Combien de temps la Belgique va-t-elle attendre avant de plafonner les prix de l’énergie ? Hier l’Allemagne a décidé de le faire et rejoint la France et l’Espagne. C’est le retour du quoi qu’il en coûte, qu’on a connu durant le covid.

Attentisme

Depuis très longtemps la Belgique estime que la solution à la crise de l’énergie réside au niveau européen. Le Premier ministre Alexander de Croo le dit depuis le mois de mars, la ministre de l’énergie Tinne Van der Straeten ne cesse de le répeter. Fidèle à sa ligne, la Belgique a envoyé une lettre avec 15 autres pays européens à la commission pour plaider en ce sens.

Le problème c’est que, si le constat peut se défendre, la Belgique risque bien de se retrouver Gros-Jean comme devant. Plusieurs pays bloquent (le Dannemark, les pays bas, l’Allemagne entre autres) car ils craignent qu’un plafonnement des prix du gaz conduise à des pénuries.
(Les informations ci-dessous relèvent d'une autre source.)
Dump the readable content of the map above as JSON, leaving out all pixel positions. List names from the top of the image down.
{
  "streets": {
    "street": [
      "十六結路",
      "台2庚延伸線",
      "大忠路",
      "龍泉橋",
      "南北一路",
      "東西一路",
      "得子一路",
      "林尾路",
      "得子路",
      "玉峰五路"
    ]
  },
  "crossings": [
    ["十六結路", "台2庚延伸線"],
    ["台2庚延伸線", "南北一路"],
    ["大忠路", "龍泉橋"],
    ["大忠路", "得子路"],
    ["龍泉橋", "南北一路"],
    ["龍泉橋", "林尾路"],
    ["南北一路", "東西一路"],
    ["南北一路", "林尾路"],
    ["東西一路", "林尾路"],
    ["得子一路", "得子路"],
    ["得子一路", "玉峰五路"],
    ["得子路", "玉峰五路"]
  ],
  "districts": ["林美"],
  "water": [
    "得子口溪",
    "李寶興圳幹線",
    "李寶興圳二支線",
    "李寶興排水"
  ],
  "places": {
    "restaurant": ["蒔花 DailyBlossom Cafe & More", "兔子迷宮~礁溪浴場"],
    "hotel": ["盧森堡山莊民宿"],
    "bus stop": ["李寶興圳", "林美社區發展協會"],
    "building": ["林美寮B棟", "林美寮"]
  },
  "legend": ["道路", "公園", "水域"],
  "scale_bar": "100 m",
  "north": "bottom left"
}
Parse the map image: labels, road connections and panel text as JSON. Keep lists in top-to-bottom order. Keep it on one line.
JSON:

Pourtant, l’Allemagne qui freine des 4 fers pour un plafonnement européen décide d’un plafonnement chez elle. Et les Allemands sortent les bazookas : 200 milliards d’euros. L’Allemagne rejoint la liste de plus en plus longue des pays qui ont décidé de mécanisme de plafonnement (France, l’Espagne, le Portugal, le Luxembourg, le Royaume Uni).

Mauvaise nouvelle

Ce que la Belgique souhaite c’est un plafonnement des prix imposés aux producteurs. L’Allemagne refuse mais paie, comme les autres pays qui y sont passés, un plafonnement des prix pour ses consommateurs à elle, pour protéger son économie à elle. C’est déjà ce que faisait la France avec le bouclier tarifaire, qui coûte très cher à l’Etat français mais qui évite que les particuliers et les entreprises, en tout cas les petites et moyennes, ne soient ravagés par la hausse des prix. Pour 3000 kWh d’électricité un consommateur français paie aujourd’hui 660 euros par an le belge 2500. Ce bouclier freine aussi l’inflation de toute l’économie. En France elle est de 7% environ contre 11% en Belgique.

Chez nous le tarif social joue en quelque sorte le rôle du bouclier tarifaire français pour le 1 million de ménages les plus modestes. Mais le problème reste entier pour ceux qui n’y ont pas droit et pour une partie des entreprises.

Bazooka ?

L’attentisme de la Belgique n’est plus tenable. La Belgique a pris une série de mesures (tarif social, aides directes sur les factures, chômage énergie) dont coût : près de 6 milliards d’euros.

Mais par rapport à l’ampleur de la crise cela apparaît comme trop peu et trop peu efficace, pour sauver nos économies de l’effondrement. Et donc la question devient un peu similaire à celle du premier confinement covid : faut-il sortir le Bazooka ? Faut-il revenir au quoi qu’il en coûte ?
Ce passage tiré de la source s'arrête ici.